WHAT IS EXPECTED: Count every line in the data below where "length" occurs, then state that number and nothing more.

DATA SUPPLIED:
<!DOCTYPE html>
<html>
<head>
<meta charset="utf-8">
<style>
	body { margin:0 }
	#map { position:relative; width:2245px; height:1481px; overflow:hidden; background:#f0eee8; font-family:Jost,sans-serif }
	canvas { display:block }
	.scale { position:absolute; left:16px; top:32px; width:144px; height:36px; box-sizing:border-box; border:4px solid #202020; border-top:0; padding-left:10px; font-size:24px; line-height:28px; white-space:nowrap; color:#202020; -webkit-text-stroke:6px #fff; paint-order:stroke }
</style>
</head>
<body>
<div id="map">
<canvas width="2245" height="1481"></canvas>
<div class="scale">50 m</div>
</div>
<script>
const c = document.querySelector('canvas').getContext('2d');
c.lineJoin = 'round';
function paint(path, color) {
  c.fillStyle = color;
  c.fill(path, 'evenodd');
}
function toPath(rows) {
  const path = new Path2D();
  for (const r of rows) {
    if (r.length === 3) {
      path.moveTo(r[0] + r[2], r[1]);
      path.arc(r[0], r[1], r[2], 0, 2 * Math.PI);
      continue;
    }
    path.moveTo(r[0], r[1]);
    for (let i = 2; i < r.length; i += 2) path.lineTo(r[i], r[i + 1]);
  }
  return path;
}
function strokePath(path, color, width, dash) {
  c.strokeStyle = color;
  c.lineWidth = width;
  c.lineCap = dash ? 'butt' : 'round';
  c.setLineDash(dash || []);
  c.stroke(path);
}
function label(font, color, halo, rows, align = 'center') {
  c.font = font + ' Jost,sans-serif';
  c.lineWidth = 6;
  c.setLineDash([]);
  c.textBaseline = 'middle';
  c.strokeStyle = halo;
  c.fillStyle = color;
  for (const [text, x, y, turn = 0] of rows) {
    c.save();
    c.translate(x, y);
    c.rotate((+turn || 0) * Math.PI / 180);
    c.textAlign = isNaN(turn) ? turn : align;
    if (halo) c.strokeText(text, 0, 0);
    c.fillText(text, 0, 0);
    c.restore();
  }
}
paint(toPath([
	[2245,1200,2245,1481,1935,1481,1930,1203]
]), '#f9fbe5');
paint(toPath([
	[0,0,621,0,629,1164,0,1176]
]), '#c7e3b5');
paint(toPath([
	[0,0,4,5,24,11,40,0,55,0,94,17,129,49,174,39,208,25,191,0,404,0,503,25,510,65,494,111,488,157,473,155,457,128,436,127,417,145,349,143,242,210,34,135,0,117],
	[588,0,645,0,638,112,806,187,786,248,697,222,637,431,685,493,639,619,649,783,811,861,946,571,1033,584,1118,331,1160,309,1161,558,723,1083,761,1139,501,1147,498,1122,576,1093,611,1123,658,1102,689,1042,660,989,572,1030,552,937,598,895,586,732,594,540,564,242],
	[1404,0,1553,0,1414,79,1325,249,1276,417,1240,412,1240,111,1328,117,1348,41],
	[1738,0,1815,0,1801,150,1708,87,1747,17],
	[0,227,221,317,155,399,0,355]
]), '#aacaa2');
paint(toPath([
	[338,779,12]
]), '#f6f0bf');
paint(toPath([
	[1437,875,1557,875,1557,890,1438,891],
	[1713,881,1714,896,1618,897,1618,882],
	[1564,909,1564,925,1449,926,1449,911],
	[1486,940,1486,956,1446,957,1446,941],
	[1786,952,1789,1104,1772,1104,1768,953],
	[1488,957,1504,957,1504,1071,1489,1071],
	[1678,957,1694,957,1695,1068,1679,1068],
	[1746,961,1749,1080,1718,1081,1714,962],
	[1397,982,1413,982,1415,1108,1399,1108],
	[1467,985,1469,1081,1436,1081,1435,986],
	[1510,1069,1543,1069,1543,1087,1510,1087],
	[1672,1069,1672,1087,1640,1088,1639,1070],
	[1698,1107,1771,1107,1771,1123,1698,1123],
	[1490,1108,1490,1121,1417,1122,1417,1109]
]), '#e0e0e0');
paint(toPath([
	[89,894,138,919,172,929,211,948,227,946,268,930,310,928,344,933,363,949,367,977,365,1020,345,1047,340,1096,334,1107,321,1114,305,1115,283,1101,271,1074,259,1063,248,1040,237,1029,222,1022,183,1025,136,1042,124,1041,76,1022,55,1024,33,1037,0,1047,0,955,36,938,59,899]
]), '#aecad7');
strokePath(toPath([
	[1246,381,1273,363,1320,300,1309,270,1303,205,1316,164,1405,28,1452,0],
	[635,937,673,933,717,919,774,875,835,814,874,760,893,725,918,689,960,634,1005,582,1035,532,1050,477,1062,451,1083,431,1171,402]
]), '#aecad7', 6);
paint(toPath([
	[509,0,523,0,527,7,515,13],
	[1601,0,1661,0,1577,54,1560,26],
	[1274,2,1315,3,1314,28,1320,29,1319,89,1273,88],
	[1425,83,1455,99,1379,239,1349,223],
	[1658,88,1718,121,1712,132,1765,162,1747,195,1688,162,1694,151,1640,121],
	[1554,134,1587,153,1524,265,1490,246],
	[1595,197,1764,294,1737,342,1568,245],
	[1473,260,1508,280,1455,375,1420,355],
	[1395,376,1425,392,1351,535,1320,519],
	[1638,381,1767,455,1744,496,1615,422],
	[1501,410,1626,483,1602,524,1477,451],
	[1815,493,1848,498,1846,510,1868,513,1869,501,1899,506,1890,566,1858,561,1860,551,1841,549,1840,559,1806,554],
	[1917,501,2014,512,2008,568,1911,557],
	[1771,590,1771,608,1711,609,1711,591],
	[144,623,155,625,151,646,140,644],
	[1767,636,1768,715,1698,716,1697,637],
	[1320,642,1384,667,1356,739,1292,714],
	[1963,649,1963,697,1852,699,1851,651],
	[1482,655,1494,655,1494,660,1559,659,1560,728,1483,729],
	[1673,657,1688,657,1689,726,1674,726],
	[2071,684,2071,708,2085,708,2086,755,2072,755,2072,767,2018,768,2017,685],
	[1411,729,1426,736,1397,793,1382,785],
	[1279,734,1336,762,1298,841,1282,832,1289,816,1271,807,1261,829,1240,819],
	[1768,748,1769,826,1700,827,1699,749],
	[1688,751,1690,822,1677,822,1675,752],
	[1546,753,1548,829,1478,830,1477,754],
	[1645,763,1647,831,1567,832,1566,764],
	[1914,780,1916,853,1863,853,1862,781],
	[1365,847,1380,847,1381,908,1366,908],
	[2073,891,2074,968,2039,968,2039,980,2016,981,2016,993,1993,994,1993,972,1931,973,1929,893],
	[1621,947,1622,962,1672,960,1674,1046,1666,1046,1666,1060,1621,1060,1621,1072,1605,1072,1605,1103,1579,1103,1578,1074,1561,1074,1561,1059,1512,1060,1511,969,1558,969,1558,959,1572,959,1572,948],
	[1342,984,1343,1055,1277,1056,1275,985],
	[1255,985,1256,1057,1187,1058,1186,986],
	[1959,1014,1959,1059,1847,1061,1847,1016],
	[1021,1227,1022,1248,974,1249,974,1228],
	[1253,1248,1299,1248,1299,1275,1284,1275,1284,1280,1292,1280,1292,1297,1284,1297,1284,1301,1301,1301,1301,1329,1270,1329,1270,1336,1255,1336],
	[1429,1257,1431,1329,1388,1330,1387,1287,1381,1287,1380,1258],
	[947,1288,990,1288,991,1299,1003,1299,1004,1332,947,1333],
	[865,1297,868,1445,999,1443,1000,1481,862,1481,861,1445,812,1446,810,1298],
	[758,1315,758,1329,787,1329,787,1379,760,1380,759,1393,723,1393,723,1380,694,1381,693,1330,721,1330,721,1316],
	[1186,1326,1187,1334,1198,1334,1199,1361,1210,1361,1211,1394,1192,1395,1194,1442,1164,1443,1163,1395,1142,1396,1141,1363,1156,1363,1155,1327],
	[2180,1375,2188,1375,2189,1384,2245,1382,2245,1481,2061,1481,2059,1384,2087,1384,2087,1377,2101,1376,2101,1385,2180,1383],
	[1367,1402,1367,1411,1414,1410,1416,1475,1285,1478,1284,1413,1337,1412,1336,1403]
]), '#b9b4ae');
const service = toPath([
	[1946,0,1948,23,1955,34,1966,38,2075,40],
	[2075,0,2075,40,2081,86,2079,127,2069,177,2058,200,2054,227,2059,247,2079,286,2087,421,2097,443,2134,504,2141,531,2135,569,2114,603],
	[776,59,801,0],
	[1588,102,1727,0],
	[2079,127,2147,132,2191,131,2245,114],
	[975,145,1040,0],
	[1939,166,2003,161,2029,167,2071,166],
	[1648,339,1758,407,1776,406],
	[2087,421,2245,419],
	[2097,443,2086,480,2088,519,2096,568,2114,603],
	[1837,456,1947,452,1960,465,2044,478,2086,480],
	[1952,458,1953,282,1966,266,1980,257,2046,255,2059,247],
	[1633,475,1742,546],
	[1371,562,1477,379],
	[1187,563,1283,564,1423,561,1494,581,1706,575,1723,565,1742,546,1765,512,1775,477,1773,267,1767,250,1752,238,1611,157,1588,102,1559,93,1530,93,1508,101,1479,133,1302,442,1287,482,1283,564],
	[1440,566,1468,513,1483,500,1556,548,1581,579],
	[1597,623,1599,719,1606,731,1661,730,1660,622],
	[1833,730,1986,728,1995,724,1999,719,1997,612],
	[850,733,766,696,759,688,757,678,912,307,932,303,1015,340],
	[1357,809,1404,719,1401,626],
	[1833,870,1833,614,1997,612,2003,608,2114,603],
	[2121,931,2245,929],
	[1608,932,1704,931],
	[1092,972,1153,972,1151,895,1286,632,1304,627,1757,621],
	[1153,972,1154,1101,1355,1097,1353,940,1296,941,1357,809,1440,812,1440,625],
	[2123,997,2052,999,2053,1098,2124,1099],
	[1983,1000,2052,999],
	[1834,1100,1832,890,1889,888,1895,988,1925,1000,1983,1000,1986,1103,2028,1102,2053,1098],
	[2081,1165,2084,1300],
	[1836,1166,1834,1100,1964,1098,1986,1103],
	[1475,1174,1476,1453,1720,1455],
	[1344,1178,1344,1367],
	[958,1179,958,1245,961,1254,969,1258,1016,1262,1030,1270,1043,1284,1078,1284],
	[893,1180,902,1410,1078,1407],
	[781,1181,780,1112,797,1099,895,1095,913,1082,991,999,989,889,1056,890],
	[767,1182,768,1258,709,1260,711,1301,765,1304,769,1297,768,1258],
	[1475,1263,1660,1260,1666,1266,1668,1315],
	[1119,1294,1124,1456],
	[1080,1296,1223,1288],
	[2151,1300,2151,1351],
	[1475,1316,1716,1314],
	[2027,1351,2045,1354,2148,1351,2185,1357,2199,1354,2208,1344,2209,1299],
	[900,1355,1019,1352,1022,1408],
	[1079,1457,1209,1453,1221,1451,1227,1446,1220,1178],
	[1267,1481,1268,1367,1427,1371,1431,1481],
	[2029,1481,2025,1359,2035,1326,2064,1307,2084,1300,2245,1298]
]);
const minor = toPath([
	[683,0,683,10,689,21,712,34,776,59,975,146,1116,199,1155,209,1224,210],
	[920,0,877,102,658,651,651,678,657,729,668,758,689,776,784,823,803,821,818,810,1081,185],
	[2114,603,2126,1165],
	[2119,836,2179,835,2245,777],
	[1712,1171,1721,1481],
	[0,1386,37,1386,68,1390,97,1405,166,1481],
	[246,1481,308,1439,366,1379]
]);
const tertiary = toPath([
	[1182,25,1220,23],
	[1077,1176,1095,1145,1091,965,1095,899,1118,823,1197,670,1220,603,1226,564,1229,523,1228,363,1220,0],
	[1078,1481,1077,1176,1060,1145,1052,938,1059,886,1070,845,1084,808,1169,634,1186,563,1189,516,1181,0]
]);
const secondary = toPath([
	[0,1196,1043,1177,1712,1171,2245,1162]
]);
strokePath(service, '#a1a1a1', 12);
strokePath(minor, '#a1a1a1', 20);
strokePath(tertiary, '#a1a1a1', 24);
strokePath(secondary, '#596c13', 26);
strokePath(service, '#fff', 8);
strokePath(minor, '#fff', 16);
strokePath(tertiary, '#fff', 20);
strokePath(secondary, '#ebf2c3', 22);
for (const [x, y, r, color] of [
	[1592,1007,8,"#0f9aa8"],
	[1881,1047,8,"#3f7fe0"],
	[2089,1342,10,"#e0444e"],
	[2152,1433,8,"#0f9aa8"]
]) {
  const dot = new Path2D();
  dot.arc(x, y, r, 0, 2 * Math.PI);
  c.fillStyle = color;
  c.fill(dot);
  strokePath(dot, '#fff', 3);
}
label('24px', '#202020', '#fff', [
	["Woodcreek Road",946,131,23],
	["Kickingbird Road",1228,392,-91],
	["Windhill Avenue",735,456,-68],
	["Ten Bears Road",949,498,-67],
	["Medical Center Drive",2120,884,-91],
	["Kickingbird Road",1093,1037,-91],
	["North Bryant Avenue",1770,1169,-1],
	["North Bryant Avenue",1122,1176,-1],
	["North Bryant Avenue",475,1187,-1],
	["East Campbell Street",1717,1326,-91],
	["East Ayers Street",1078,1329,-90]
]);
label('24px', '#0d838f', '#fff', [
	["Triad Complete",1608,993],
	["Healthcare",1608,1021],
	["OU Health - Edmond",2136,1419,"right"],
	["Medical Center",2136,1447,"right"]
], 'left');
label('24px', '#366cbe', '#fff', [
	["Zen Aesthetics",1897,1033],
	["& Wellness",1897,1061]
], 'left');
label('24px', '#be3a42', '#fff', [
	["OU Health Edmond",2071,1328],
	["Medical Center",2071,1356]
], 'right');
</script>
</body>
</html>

SOLVED PROBLEM: 2